A ciência rejeita a blague secular das histórias macabras de abusões, bruxarias e fetíchismos. Evocamos, então, nesse momento, as lendas misteriosas que pairam sobre a gruta.
Um padre entrou na dita gruta — isso vai às priscas eras — e quis sair na ponta do Morrinho, cinco quilômetros distantes do lugar onde entrara, passando através do leito do rio Paraguai. Uma moça formosa, desesperada por um desengano de amor, entrega aí, a sua alma, ao Príncipe das Trevas e até hoje é vista pelos raros moradores da redondeza, à noite, chorando como sentinela dolorosa, à entrada daquela furna descomunal. Um general, de uniforme branco, e espada reluzente, dizem, que à noite vocifera nas sombras do abismo dando vozes de comando a uma imaginária artilharia.
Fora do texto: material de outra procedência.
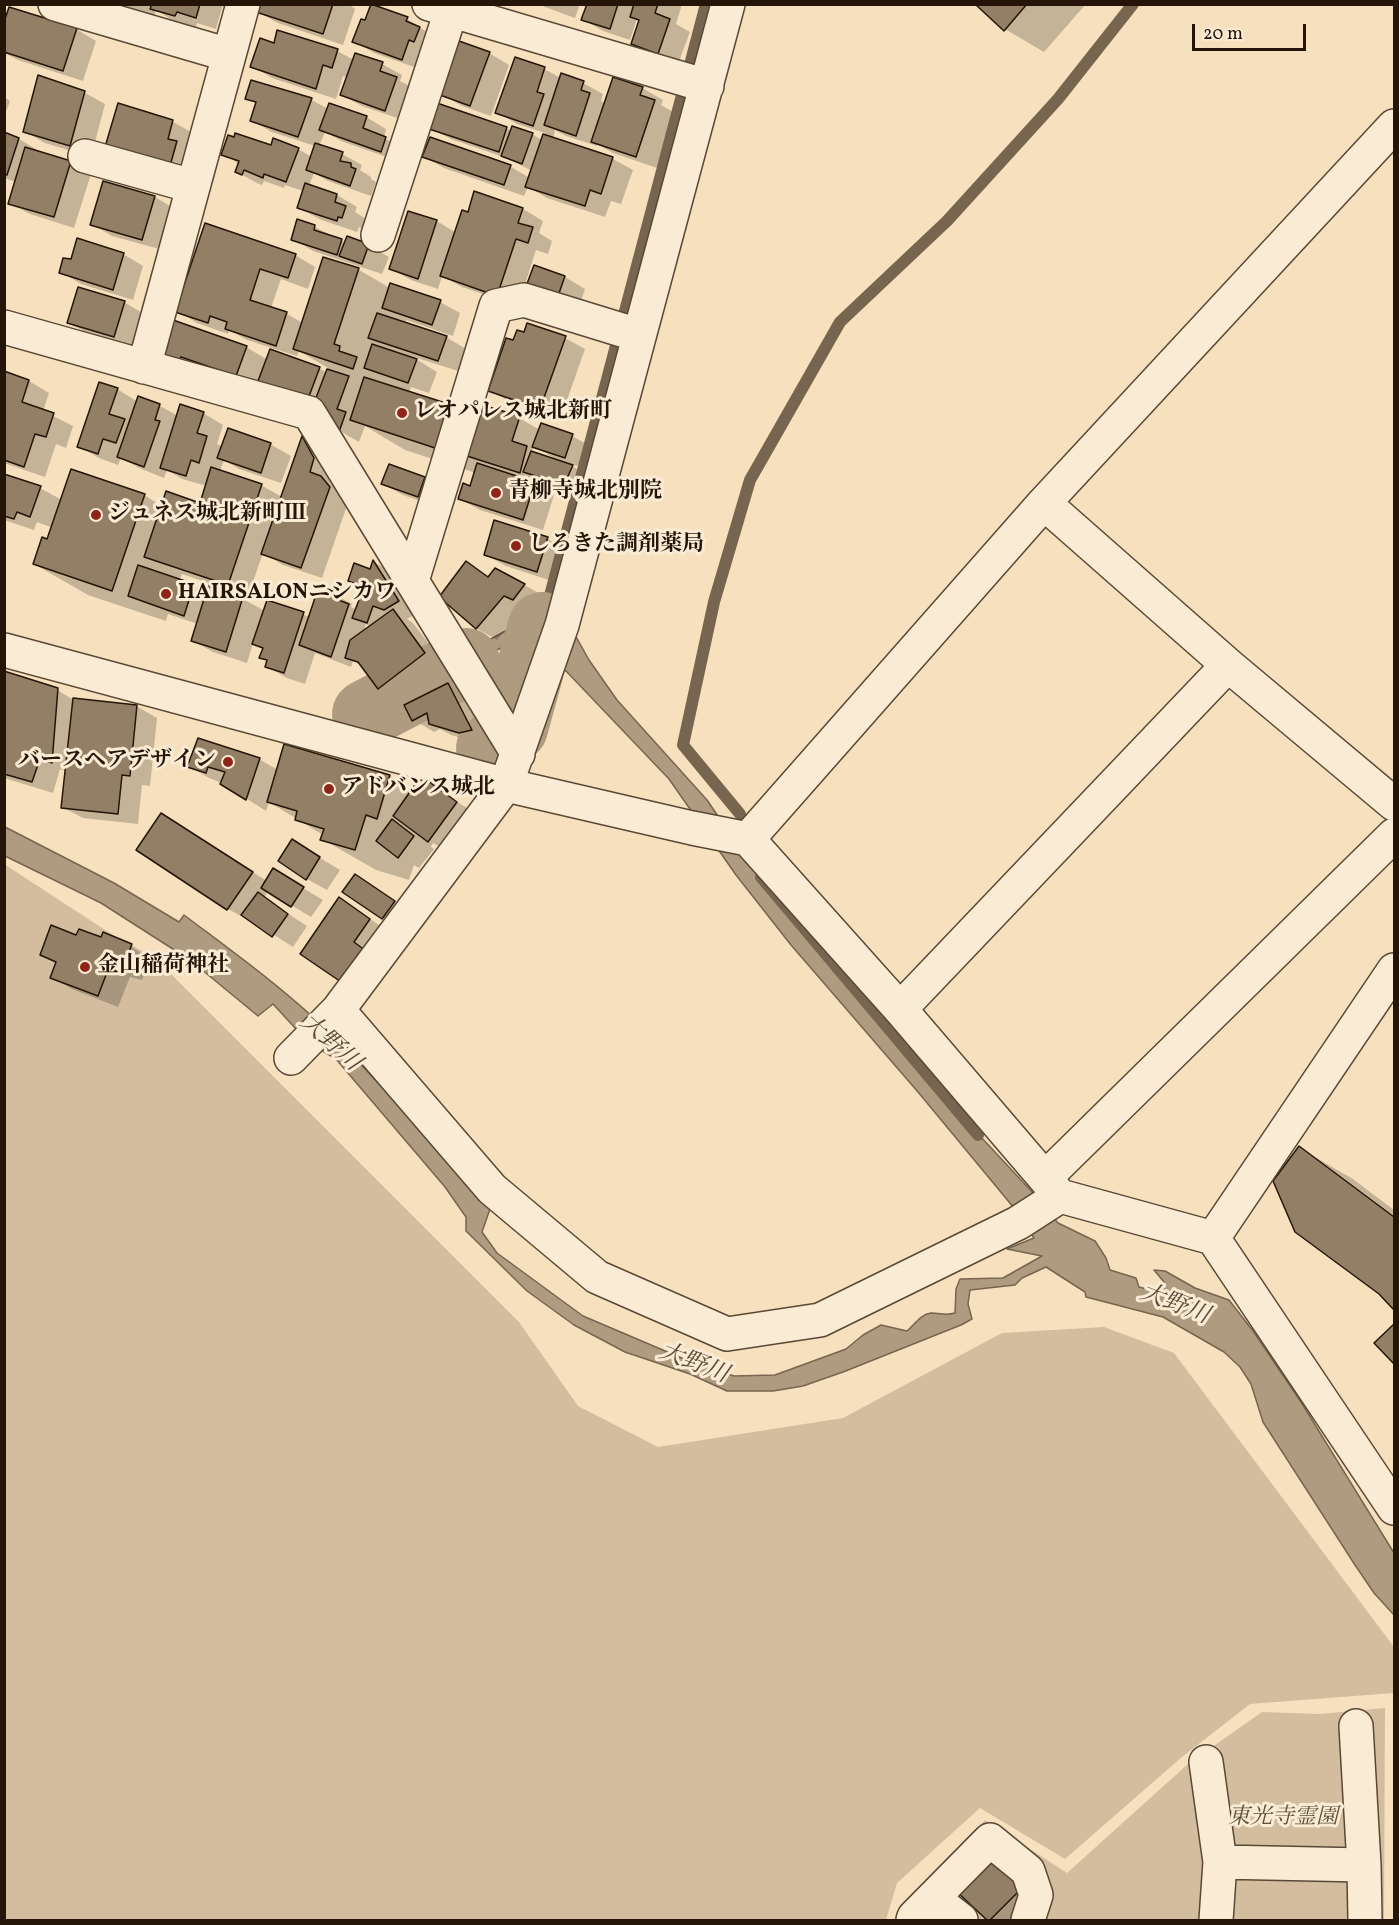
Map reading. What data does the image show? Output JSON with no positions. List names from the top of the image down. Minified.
{"water":["大野川"],"parks":["東光寺霊園"],"places":["レオパレス城北新町","青柳寺城北別院","ジュネス城北新町Ⅲ","しろきた調剤薬局","HAIRSALONニシカワ","バースヘアデザイン","アドバンス城北","金山稲荷神社"],"scale_bar":"20 m"}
Uma velha paraguaia vinda de Assunção, acossada por um sonho diabólico, veio um dia ao forte de Coimbra procurar um condenado militar, cujo nome declarara ao comandante, para que o mesmo condenado fosse com ela ao mistério da gruta retirar um "enterro" (tesouro enterrado). O preso recusara seguir a paraguaia, porém, ela ousada e destemerosa, afrontou o risco da solidão e até hoje anda vagueando por aquelas profundezas à cata da fortuna entrevista no pesadelo do sonho.
Sílvio Floreai: O Brasil Trágico. Empresa Gráfica Rossetti, São Paulo, 1928, pp. 147-154.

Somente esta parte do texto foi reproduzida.